The authors declare no conflict of interest.

Figures

Figure 1
Figure 1
Differential waning of RBD-binding IgG antibody levels based on vaccination and infection status. Naïve unvaccinated (n = 418) and infected unvaccinated (n = 290) show no change in antibody levels over time (p > 0.05); naïve, vaccinated participants (n = 515) and infected, vaccinated participants (n = 298) both show significant waning over the time (**** p < 0.0001). The antibody level of the naïve unvaccinated group was always lower than the other groups (**** p < 0.0001); the infected vaccinated group was always higher than any other group (** p < 0.0042); naïve, vaccinated group is higher than infected, unvaccinated group for the first 4 months after vaccination (** p < 0.0016). The rate of decay was only significantly different between the vaccinated and infected groups (**** p < 0.0001) but not between the two vaccinated (p = 0.7914) and the two unvaccinated groups (p = 0.9569). Number of months start with the time of reception of the primary vaccine series for the vaccinated groups, time of infection for the infected unvaccinated group, and the first available timepoint for the naïve unvaccinated group.
Figure 2
Figure 2
Magnitude of initial seroconversion based on demographic information. (A) Differences between young (18–39 y.o.) and older (50+ y.o.) participants were significant in infected, unvaccinated (* p = 0.0334) and naïve, vaccinated (** p = 0.0038) groups. (B) Differences between Pfizer and Moderna vaccinees were not significant. (C) Differences between females and males were significant in the naïve, vaccinated (* p = 0.0438) group. (D) Differences between participants with a healthy weight (BMI = 18.5–24.9) and those who were obese (BMI ≥ 30) were significant in the naïve, vaccinated group (* p = 0.0119). Initial seroconversion is designated by timepoints 0.5–1 month after COVID-19 infection or the reception of the primary vaccine series (2 × mRNA or 1 × viral vector).
Figure 3
Figure 3
Response to 3rd dose of mRNA vaccines (n = 306).
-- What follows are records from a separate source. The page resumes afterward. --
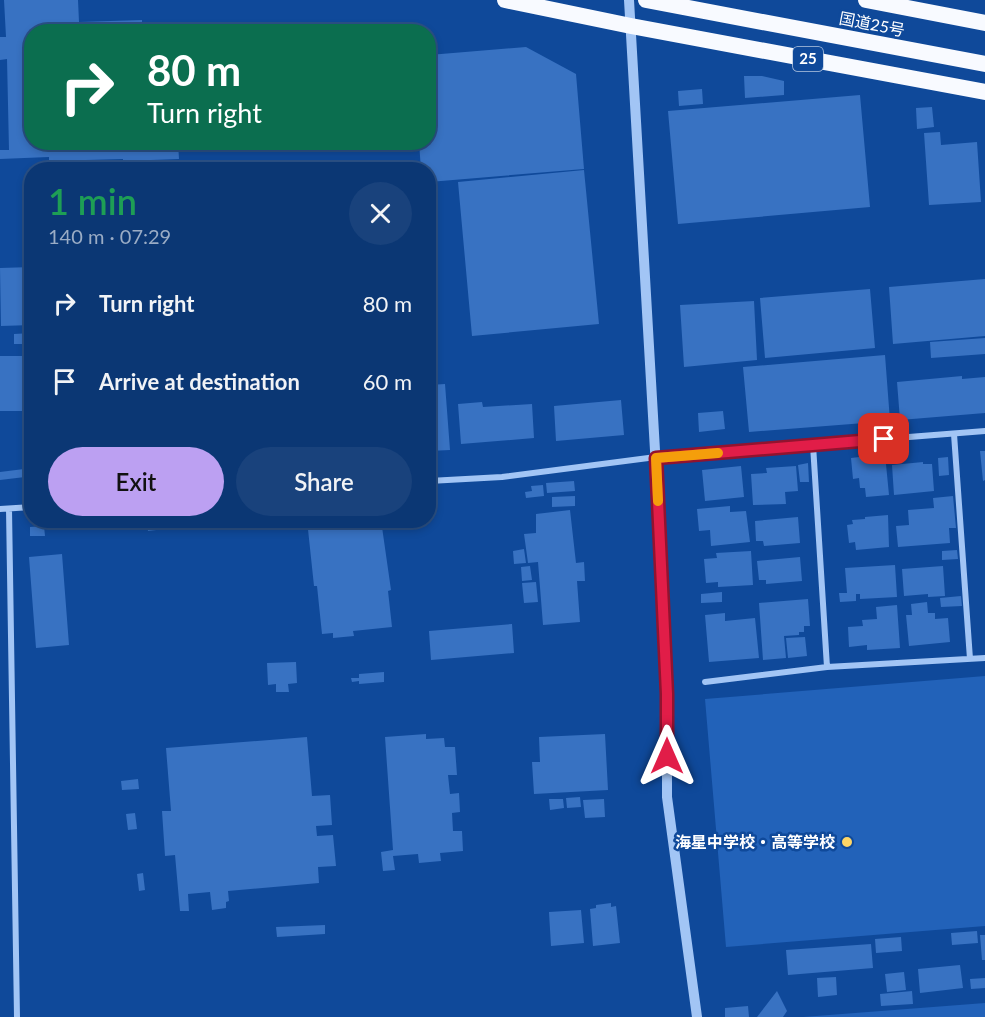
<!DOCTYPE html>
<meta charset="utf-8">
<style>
:root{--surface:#0b3774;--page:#19427c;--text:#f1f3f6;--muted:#9aacc5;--line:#2b5186;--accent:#bca0f2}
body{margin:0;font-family:Lato,"Noto Sans JP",sans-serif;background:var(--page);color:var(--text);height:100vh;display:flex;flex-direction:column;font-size:22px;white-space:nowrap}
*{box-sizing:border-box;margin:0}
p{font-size:20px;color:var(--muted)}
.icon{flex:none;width:33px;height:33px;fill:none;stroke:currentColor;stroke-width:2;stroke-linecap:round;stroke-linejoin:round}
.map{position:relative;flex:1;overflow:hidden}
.details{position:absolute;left:24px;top:162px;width:412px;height:366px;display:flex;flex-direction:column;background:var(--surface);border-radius:24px;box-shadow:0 3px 9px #0003,0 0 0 2px var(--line)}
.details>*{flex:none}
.top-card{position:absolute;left:24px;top:24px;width:412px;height:126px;border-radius:24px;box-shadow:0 3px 9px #0003,0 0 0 2px var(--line);background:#0b6e4f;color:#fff;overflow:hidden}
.pin{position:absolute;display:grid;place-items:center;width:51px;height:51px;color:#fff;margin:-26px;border-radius:12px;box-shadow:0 3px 9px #0006}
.me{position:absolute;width:66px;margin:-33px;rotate:0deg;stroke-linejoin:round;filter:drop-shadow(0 0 4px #0008)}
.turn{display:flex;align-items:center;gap:21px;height:126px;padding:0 24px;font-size:27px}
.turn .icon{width:78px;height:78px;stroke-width:2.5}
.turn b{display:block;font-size:42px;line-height:51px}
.round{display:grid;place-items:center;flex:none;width:63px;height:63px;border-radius:32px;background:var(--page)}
.head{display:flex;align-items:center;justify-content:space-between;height:102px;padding:0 24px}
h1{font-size:36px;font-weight:600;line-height:45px;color:#1e9e55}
.action{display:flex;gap:12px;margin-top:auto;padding:12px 24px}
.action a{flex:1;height:69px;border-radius:36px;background:var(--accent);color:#111;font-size:24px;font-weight:600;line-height:69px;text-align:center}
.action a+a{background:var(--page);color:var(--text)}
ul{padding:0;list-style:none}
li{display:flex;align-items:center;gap:18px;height:78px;padding:0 24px}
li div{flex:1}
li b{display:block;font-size:22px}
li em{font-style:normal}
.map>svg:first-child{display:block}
.green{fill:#2262b9}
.building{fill:#3872c2}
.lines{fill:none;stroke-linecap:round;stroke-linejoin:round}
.minor{stroke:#a2c5f5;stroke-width:6}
.tertiary{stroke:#a2c5f5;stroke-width:10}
.trunk{stroke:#f8faff;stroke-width:16}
.route-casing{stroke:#92132f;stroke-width:15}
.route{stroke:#e11d48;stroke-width:10}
.slow{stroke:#f59e0b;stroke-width:10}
.poi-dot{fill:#ffd666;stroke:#0f499a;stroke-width:2}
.labels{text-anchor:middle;stroke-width:5;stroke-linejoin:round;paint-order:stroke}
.shield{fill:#0f499a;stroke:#b7c8e1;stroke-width:1.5}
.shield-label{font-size:15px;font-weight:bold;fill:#fff}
.street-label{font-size:16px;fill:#fff;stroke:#0f499a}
.poi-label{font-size:16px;font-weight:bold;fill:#fff;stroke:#0f499a;text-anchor:end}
</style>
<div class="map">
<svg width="985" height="1017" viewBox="0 0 985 1017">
<rect width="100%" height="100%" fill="#0f499a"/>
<path class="green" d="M 985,676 L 985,926 L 726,947 L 705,699 Z
M 985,1003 L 985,1017 L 803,1017 Z"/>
<path class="building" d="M 4,0 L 78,0 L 79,22 L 142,20 L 142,32 L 32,32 L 32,142 L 178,142 L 179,159 L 123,161 L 123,159 L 49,161 L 49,157 L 0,159 L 0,150 L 9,150 L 7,59 L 0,60 L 0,37 L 6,37 Z
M 526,47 L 576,74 L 584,169 L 429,182 L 429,170 L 421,170 L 419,142 L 429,142 L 429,55 Z
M 744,76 L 762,76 L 784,81 L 784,95 L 745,98 Z
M 702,89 L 703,104 L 679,106 L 678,91 Z
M 860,95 L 870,207 L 678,224 L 668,111 Z
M 932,107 L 934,127 L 917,129 L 916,108 Z
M 940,132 L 941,145 L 977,142 L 981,202 L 929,205 L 924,133 Z
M 584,170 L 599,324 L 472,336 L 458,182 Z
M 32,267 L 32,325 L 1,326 L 0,268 Z
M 985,279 L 985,336 L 893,344 L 889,287 Z
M 870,289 L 875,348 L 765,358 L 760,298 Z
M 754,301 L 757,360 L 684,367 L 680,305 Z
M 32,333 L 32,344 L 14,344 L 14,334 Z
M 985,338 L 985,354 L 931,358 L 930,342 Z
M 885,355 L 890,421 L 749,432 L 743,367 Z
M 0,356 L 32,356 L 32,411 L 0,411 Z
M 962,376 L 962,379 L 985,377 L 985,413 L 900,420 L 897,382 Z
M 445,384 L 450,450 L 429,451 L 429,385 Z
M 621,400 L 624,435 L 556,441 L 554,406 Z
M 482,402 L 483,407 L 532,404 L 534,438 L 461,444 L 458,404 Z
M 723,411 L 725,429 L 699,432 L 698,413 Z
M 980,451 L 985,451 L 985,480 L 983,481 Z
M 885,454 L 889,495 L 866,497 L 865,488 L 860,488 L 859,478 L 853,479 L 851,458 Z
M 948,457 L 949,475 L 939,476 L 938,458 Z
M 923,462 L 923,464 L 932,464 L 934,491 L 894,495 L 892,465 Z
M 808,463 L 809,482 L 800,482 L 798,465 Z
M 741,466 L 744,497 L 705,501 L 702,470 Z
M 796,466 L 798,491 L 785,492 L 786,504 L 753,505 L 751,474 L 767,473 L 766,468 Z
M 24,469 L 25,477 L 0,480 L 0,472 Z
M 574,481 L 575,491 L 547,493 L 546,483 Z
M 543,485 L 544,496 L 526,498 L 525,492 L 532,491 L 531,486 Z
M 575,496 L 575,506 L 552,507 L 552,497 Z
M 953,496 L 956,528 L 949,528 L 950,543 L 898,547 L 896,526 L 909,525 L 908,510 L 934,508 L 933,498 Z
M 730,506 L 730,512 L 746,511 L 750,542 L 711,546 L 710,530 L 699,531 L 697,509 Z
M 570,510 L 576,563 L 584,562 L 585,581 L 577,581 L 580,622 L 543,625 L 538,562 L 528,563 L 524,534 L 536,533 L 536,514 Z
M 888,515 L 889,547 L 856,550 L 855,542 L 849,543 L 847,525 L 853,524 L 852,520 L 865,519 L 865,517 Z
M 798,517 L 800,543 L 764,546 L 763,541 L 756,541 L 755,521 Z
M 307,520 L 381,520 L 391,590 L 388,591 L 392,627 L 353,631 L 354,636 L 333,638 L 333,633 L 322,634 L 317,586 L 314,586 Z
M 164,521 L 165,529 L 148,531 L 147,523 Z
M 44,526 L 45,536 L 30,536 L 30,527 Z
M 524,549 L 526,563 L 514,564 L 513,551 Z
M 957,550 L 958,559 L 942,560 L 942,551 Z
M 751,551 L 753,585 L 718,587 L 718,582 L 706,583 L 704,559 L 717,558 L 716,553 Z
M 62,554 L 69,645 L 36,648 L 29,557 Z
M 800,557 L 802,581 L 766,584 L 766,580 L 759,580 L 757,561 Z
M 895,565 L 897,597 L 860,599 L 860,594 L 856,594 L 856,601 L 840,602 L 839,593 L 847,593 L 845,568 Z
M 530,566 L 532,580 L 522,581 L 521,567 Z
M 943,566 L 945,596 L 928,597 L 928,594 L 904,596 L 902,569 Z
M 536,582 L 538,602 L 524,603 L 522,583 Z
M 722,592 L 722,602 L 701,603 L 701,594 Z
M 961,596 L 962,606 L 941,607 L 940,598 Z
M 808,599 L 810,626 L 804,626 L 804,632 L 799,632 L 799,635 L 784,636 L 786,658 L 763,660 L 759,603 Z
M 927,602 L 928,613 L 935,613 L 935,619 L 948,618 L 950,642 L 909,646 L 906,615 L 912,615 L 911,604 Z
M 897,605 L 900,648 L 867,650 L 867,645 L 849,647 L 848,627 L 863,626 L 862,620 L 877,619 L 876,607 Z
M 725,613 L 725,621 L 755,618 L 759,658 L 709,662 L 705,615 Z
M 512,624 L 514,653 L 431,660 L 429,631 Z
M 805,637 L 807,656 L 788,658 L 786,638 Z
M 296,662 L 297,683 L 288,684 L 289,692 L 276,692 L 276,684 L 268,685 L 267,663 Z
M 384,672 L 384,682 L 359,684 L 359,681 L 352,682 L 351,678 L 359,678 L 359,674 Z
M 426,734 L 426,739 L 444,738 L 445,747 L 455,747 L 457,775 L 448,775 L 450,794 L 459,793 L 460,812 L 452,813 L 453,831 L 462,831 L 463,851 L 440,853 L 441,861 L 419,863 L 418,854 L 393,856 L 395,870 L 383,871 L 381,852 L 393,850 L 385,737 Z
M 605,734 L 608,790 L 534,794 L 532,762 L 540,762 L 539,737 Z
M 307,737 L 312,796 L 330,795 L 332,825 L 316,826 L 317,836 L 333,835 L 336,866 L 318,867 L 319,883 L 228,891 L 229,901 L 226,902 L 226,908 L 212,910 L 210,892 L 188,894 L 189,911 L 180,911 L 175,855 L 165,856 L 162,811 L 171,811 L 166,748 Z
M 138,779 L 139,789 L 122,790 L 121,781 Z
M 580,797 L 581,807 L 567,808 L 566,798 Z
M 549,799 L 563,799 L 564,808 L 550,810 Z
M 604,799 L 605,817 L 585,818 L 583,800 Z
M 135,813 L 137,829 L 128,830 L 126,814 Z
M 143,873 L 145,890 L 139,891 L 137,874 Z
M 611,903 L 611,907 L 616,906 L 620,943 L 593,946 L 590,909 L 596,908 L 596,905 Z
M 581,910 L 584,943 L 551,946 L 549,912 Z
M 325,925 L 325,934 L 277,937 L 276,927 Z
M 977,931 L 978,943 L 952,945 L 951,933 Z
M 980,935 L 985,935 L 985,960 L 982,960 Z
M 901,937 L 902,951 L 876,953 L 875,939 Z
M 871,944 L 873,968 L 788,975 L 786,950 Z
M 960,965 L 963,988 L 920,993 L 918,969 Z
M 904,972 L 906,990 L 887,992 L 885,974 Z
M 836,977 L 837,995 L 818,997 L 817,978 Z
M 985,978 L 985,988 L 971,989 L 970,979 Z
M 777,991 L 787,1011 L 783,1017 L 757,1017 Z
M 912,991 L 913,1004 L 881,1006 L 880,994 Z
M 748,1006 L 749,1017 L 725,1017 L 725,1008 Z"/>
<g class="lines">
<path class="minor" d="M 954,434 L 970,659
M 813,445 L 827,667 L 985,658
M 429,481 L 502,477 L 656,457 L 985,431
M 0,509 L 32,507
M 9,509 L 17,1017
M 705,682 L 827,667"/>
<path class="tertiary" d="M 629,0 L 663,589 L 667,694 L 667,797 L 697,1017"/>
<path class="trunk" d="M 505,0 L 631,26 L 985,92
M 646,0 L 985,64
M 866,0 L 985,23"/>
</g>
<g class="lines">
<g class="route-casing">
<path id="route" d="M 667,756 L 667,694 L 656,458 L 884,439"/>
</g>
<use href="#route" class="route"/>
<path class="slow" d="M 658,501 L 656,458 L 718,453"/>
</g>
<circle class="poi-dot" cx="847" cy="842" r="6"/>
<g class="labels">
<rect class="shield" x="793" y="47" width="30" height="24" rx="4.5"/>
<g class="shield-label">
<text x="808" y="64">25</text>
</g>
<g class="street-label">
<text transform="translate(872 24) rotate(11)" y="6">国道25号</text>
</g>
<g class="poi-label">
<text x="835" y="848">海星中学校・高等学校</text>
</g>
</g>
</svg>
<div class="pin" style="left:884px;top:439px;background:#d93025"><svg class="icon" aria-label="arrive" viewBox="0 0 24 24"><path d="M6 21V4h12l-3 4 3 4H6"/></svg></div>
<svg class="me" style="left:667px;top:756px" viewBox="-20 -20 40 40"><path d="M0-17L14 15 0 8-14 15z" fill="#e11d48" stroke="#fff" stroke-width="4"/></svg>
<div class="top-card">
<div class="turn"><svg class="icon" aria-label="right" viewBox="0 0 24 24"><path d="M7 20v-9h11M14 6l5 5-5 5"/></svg><div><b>80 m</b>Turn right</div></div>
</div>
<section class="details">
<div class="head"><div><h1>1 min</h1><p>140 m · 07:29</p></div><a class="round"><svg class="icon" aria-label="close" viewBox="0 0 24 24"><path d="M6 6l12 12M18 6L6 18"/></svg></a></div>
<ul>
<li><svg class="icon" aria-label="right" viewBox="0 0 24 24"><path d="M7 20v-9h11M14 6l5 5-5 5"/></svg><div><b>Turn right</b></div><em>80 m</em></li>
<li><svg class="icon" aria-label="arrive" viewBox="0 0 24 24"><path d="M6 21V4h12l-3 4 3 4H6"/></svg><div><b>Arrive at destination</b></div><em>60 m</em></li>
</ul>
<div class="action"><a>Exit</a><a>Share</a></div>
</section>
</div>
Participants are represented regardless of pre-immunity. Significant increase in anti-RBD IgG antibody level was observed between the last available pre-booster timepoint and the timepoint within the first month after the booster (**** p < 0.0001). The difference between the timepoint 2–4 weeks after the second dose and the timepoint within the first month after the booster was also significant (**** p < 0.0001). Month-to-month antibody decay is significant for the first 3 months after the booster (**** p < 0.0001 for the for the first two months, * p < 0.05 between the second and the third month), at which point the antibody level was still significantly higher than 2–4 weeks after the second dose (** p = 0.0012).
Figure 4
Figure 4
Loss of antibody-protected status based on (A) antibody binding, and (B) viral neutralization in waned participants. (A) All 25 participants demonstrated a loss of anti-RBD binding antibodies; (B) only 13 showed a loss of neutralization potential, signified by an initial non-0 neutralization endpoint titer and an endpoint titer of 0 at the post-waned timepoint. The numbers next to the dots represent the number of overlapping participants with the same neutralizing endpoint titer.
Figure 5
Figure 5
ASC enumeration in nonresponders and participants who lost seroprotection post-vaccination or infection. (A) Number of spike-specific IgG ASCs out of 106 in vitro differentiated PBMCs. (B) Percent of total IgG ASCs that are spike-specific. (C) Representative wells for normal converters, nonconverters, and participants who lost seroprotection post-vaccination or infection, for spike-specific and total ASCs.